From the stage, the exceedingly well crafted blues of Mudcats Blues Trio overpowered many a fan (and a couple of newly converted too). It was pretty much impossible trying to get to the front, as it was absolutely packed and the seedy notes that the band played (quite amazing in all instruments, btw) were a great spectacle. Who says guitar music is dead when you have this type of mastery, not only on guitar, but bass and drums? ‘Rollin’ & Tumblin” & ‘Blues for Buddy Guy’ were quite the sight. Check this band if you want your blues heavy and straight to your soul.
Then the room cleared to about half capacity. Falls started playing and some more people left. It was a hard place to be for the band. It felt like a curveball, but they gave it their best, a dirty brand of scummy rock that both entertained and delivered. Stage antics involving a guitarist and the bassist doing a bit of contortionist-playing (you’d have to be there) and a very loud and raucous ending, with a cymbal being hit and paraded around were part of the chaotic, rocking atmosphere the band gave. They were very self-deprecating, sometimes maybe a tad too hard on themselves. I liked them. Punchy and fun. Deffo watching them again.
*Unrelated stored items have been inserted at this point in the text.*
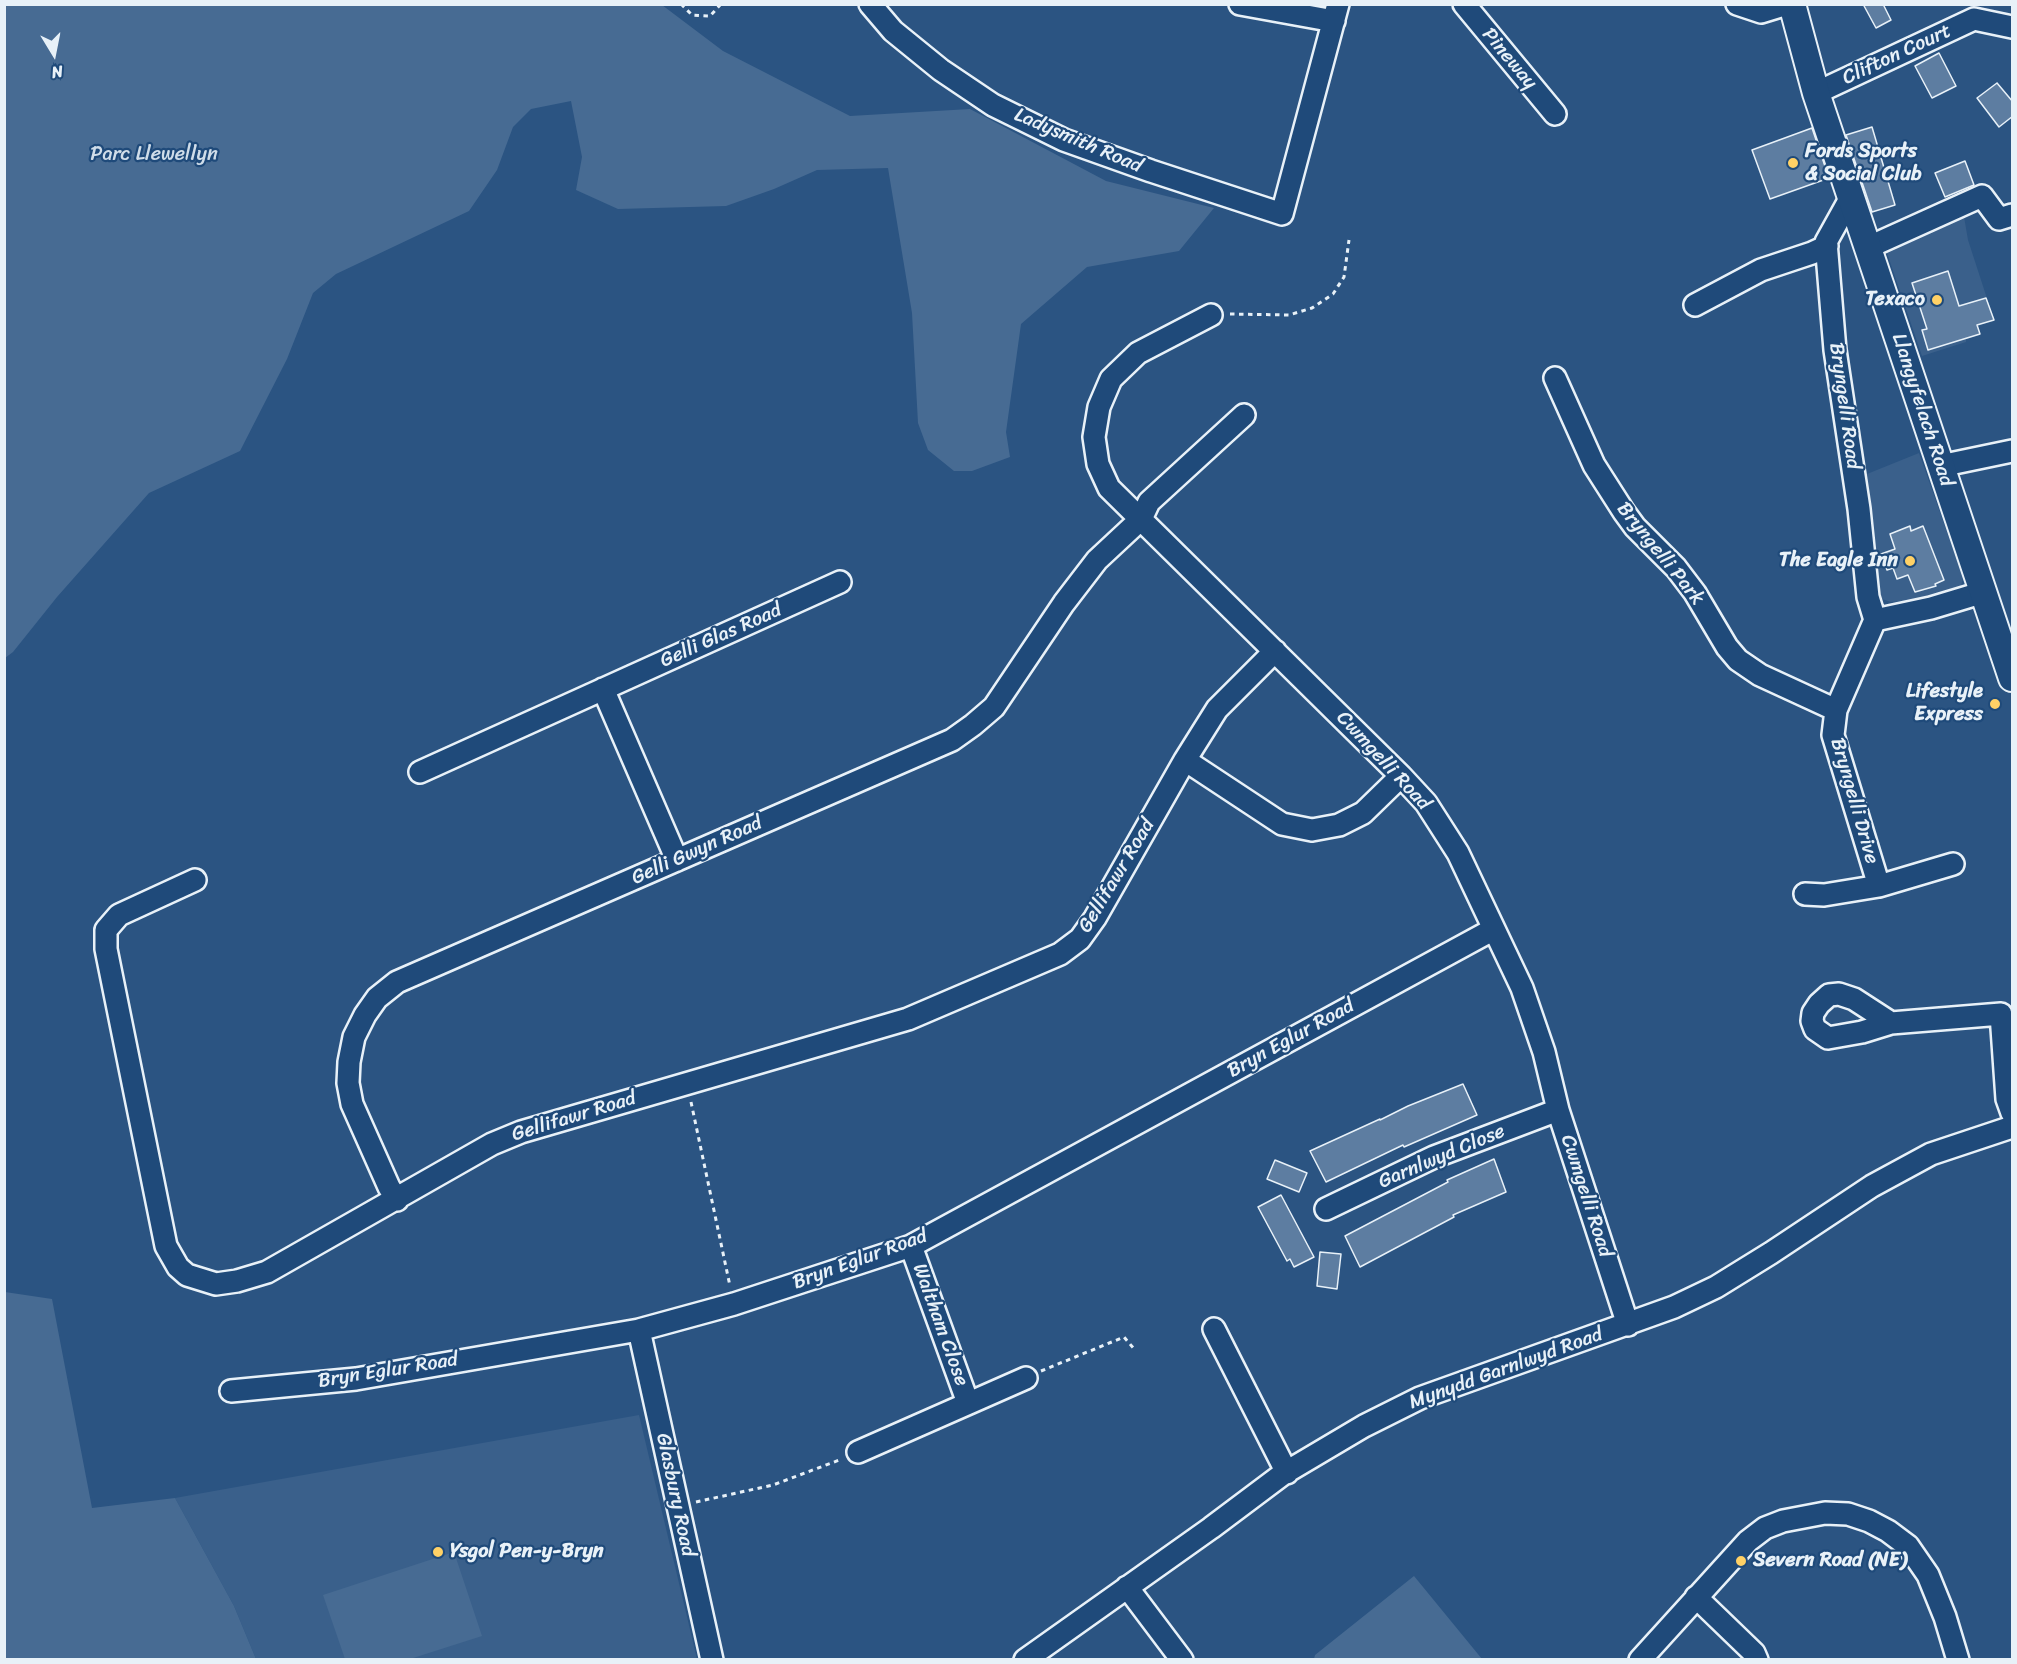 <!DOCTYPE html>
<style>
body{margin:0}
#map{position:relative;width:2017px;height:1664px;overflow:hidden;background:#2b5482;font-family:Sriracha,sans-serif}
canvas{display:block}
.frame{position:absolute;inset:0;border:6px solid #e8f1f8;pointer-events:none}
.north{position:absolute;left:24px;top:24px;width:60px;height:60px;-webkit-text-stroke:4px #1f4a7a;paint-order:stroke;rotate:170deg;font-size:16px;font-weight:700;line-height:24px;text-align:center;color:#e8f1f8}
.north::after{content:'';display:block;margin:auto;width:21px;height:27px;background:#e8f1f8;clip-path:polygon(50% 0,100% 100%,50% 72%,0 100%)}
</style>
<div id="map">
<canvas width="2017" height="1664"></canvas>
<div class="frame"></div>
<div class="north">N</div>
</div>
<script>
const ctx = document.querySelector('canvas').getContext('2d');
ctx.lineJoin = 'round';
function paint(path, color) { ctx.fillStyle = color; ctx.fill(path, 'evenodd'); }
const shape = rows => new Path2D(rows.map(r => 'M' + r).join(''));
function strokePath(path, color, width, dash) { ctx.strokeStyle = color; ctx.lineWidth = width; ctx.lineCap = dash ? 'butt' : 'round'; ctx.setLineDash(dash || []); ctx.stroke(path); }
function write(font, color, halo, rows, align = 'center') {
  ctx.font = font + ' Sriracha,sans-serif'; ctx.lineWidth = 4.5; ctx.setLineDash([]); ctx.textBaseline = 'middle'; ctx.strokeStyle = halo; ctx.fillStyle = color; for (const [text, x, y, turn = 0] of rows) {
    ctx.save(); ctx.translate(x, y); ctx.rotate((+turn || 0) * Math.PI / 180); ctx.textAlign = isNaN(turn) ? turn : align; if (halo) ctx.strokeText(text, 0, 0); ctx.fillText(text, 0, 0); ctx.restore();
  }
}
const built = shape([
 [1963,211,1968,240,1994,320,1977,325,1980,334,1966,339,1966,342,1922,356,1887,253,1934,231],
 [1919,453,1963,577,1961,587,1925,599,1891,602,1882,599,1879,594,1874,526,1867,474],
 [639,1415,697,1659,256,1659,234,1606,175,1498]
]);
const green = shape([
 [4,5,662,5,723,51,850,116,970,109,1106,181,1214,208,1179,251,1087,267,1021,324,1006,432,1010,457,972,471,954,471,928,450,918,423,912,313,888,168,817,170,774,189,726,206,618,209,576,190,582,157,571,101,531,109,513,127,497,170,469,211,336,274,313,293,287,359,240,451,149,493,57,597,13,652,5,658],
 [5,1292,52,1299,92,1508,175,1498,234,1606,256,1659,5,1659],
 [454,1552,482,1636,410,1659,345,1659,323,1595],
 [1414,1576,1482,1659,1314,1659,1315,1655]
]);
const building = shape([
 [1863,4,1883,4,1891,20,1876,28,1863,4],
 [1939,53,1956,86,1932,98,1915,66,1939,53],
 [1997,83,2013,102,2013,116,1999,127,1977,98,1997,83],
 [1872,127,1895,205,1872,212,1846,135,1872,127],
 [1812,128,1829,178,1770,199,1752,150,1812,128],
 [1965,161,1974,185,1945,197,1935,173,1965,161],
 [1948,271,1959,306,1986,298,1994,320,1977,325,1980,334,1928,350,1922,330,1927,329,1912,283,1948,271],
 [1910,526,1911,531,1923,526,1944,580,1935,584,1936,586,1915,592,1908,575,1897,579,1893,568,1887,570,1881,554,1895,549,1890,534,1910,526],
 [1463,1084,1477,1115,1404,1147,1403,1145,1326,1182,1310,1151,1380,1119,1380,1120,1408,1106,1463,1084],
 [1494,1159,1506,1192,1453,1215,1454,1217,1360,1267,1345,1236,1448,1182,1447,1180,1494,1159],
 [1275,1160,1307,1173,1299,1192,1267,1179,1275,1160],
 [1281,1195,1314,1257,1294,1267,1290,1259,1287,1261,1258,1207,1281,1195],
 [1320,1252,1341,1254,1337,1289,1317,1286,1320,1252]
]);
const path = shape([
 [681,4,692,15,710,16,721,4],
 [1230,314,1289,315,1312,308,1333,294,1344,277,1349,240],
 [691,1102,730,1286],
 [1041,1371,1124,1337,1135,1350],
 [696,1502,773,1485,842,1459]
]);
const minor = shape([
 [870,4,893,31,941,70,993,105,1064,140,1151,171,1282,214,1338,4],
 [1240,4,1334,21],
 [1464,4,1555,114],
 [1737,4,1761,12,1787,4],
 [1816,93,1974,19,2012,27],
 [1851,197,1826,242,1835,350,1859,509,1868,597,1875,620],
 [1869,247,1982,196,1999,219,2012,215],
 [1695,305,1761,270,1812,253,1827,246],
 [1211,315,1138,353,1111,379,1099,407,1094,437,1098,464,1109,488,1401,776,1426,803,1458,853,1522,988,1544,1052,1558,1110,1628,1325],
 [1555,378,1594,465,1624,512,1635,527,1676,568,1695,593,1727,647,1738,660,1760,675,1836,710],
 [1940,466,2012,451],
 [603,689,677,860],
 [1185,760,1282,824,1312,830,1339,825,1363,813,1401,776],
 [420,772,840,582],
 [195,880,119,915,106,930,106,949,166,1246,178,1267,187,1275,216,1284,237,1281,267,1272,492,1144,521,1132,908,1019,1060,954,1080,939,1095,918,1185,760,1217,709,1275,651],
 [1879,886,1833,735,1836,710,1875,620,1931,608,1984,592],
 [1805,894,1824,895,1879,886,1953,864],
 [1891,1023,1854,999,1839,994,1829,995,1819,1004,1813,1013,1812,1021,1815,1029,1828,1038,1862,1032,1891,1023,2001,1014,2007,1099,2012,1113],
 [397,1200,389,1187,352,1104,348,1083,349,1062,354,1037,365,1015,377,998,397,982,952,740,973,725,994,707,1064,603,1097,560,1141,519,1149,502,1244,415],
 [1326,1209,1434,1157,1558,1110],
 [911,1246,968,1403],
 [1214,1329,1287,1473],
 [639,1330,712,1660],
 [231,1391,356,1379,639,1330,734,1304,911,1246,1494,929],
 [858,1452,1026,1378],
 [1127,1587,1182,1660],
 [1696,1597,1754,1653,1757,1660],
 [1025,1660,1211,1528,1283,1474,1364,1426,1420,1398,1674,1307,1716,1287,1771,1253,1872,1186,1931,1154,2012,1127],
 [1640,1660,1748,1541,1765,1528,1783,1521,1825,1513,1848,1514,1869,1521,1888,1531,1908,1546,1928,1575,1945,1617,1958,1660]
]);
const major = shape([
 [1792,4,1816,93,2012,678]
]);
const markers = [
 [1793,163,6,"#ffd166"],
 [1937,300,6,"#ffd166"],
 [1910,561,6,"#ffd166"],
 [1995,704,6,"#ffd166"],
 [438,1552,6,"#ffd166"],
 [1741,1561,6,"#ffd166"]
];
const streetNames = [
 ["Clifton Court",1897,55,-25],
 ["Pineway",1509,59,50],
 ["Ladysmith Road",1078,141,23],
 ["Bryngelli Road",1844,406,82],
 ["Llangyfelach Road",1922,410,72],
 ["Bryngelli Park",1660,554,51],
 ["Gelli Glas Road",721,636,-24],
 ["Cwmgelli Road",1383,761,47],
 ["Bryngelli Drive",1854,801,74],
 ["Gelli Gwyn Road",697,851,-24],
 ["Gellifawr Road",1117,876,-59],
 ["Bryn Eglur Road",1291,1039,-29],
 ["Gellifawr Road",574,1117,-17],
 ["Garnlwyd Close",1442,1157,-23],
 ["Cwmgelli Road",1586,1196,72],
 ["Bryn Eglur Road",860,1260,-20],
 ["Waltham Close",940,1325,70],
 ["Mynydd Garnlwyd Road",1506,1369,-20],
 ["Bryn Eglur Road",388,1371,-9],
 ["Glasbury Road",675,1495,78]
];
const poiNames = [
 ["Fords Sports",1805,152],
 ["& Social Club",1805,175],
 ["Texaco",1925,300,"right"],
 ["The Eagle Inn",1898,561,"right"],
 ["Lifestyle",1983,692,"right"],
 ["Express",1983,715,"right"],
 ["Ysgol Pen-y-Bryn",450,1552],
 ["Severn Road (NE)",1753,1561]
];
const parkNames = [
 ["Parc Llewellyn",154,155]
];
paint(built, '#3a608b');
paint(green, '#476b93');
paint(building, '#5d7da1');
strokePath(building, '#e8f1f8', 1.5);
strokePath(minor, '#e8f1f8', 26);
strokePath(major, '#e8f1f8', 30);
strokePath(path, '#e8f1f8', 3, [4.5, 4.5]);
strokePath(minor, '#1f4a7a', 21);
strokePath(major, '#1f4a7a', 26);
for (const [x, y, r, color] of markers) { const dot = new Path2D(); dot.arc(x, y, r, 0, 2 * Math.PI); ctx.fillStyle = color; ctx.fill(dot); strokePath(dot, '#1f4a7a', 2); }
write('20px', '#e8f1f8', '#1f4a7a', streetNames);
write('bold 20px', '#e8f1f8', '#1f4a7a', poiNames, 'left');
write('20px', '#d0dde9', '#1f4a7a', parkNames);
</script>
Drenge finished the night and it’s always entertaining to see two dudes doing a lot of noise. First time I saw them was way back in January 2011. They’ve come a long way, the set getting tighter (and louder), the music getting jazzier but still on the heavy side of the palette. ‘Blood & Milk’ is my particular favourite of them and it delivered. Some of the crowd came back, but it’s always a fickle beast to keep punters around in a Friday night. Still, they gave it out completely and the applause was more than earned.
Three loud bands, representing blues, gash/pop, fuck rock and plain ol’ rock. Can’t complain. Good Rough Shag.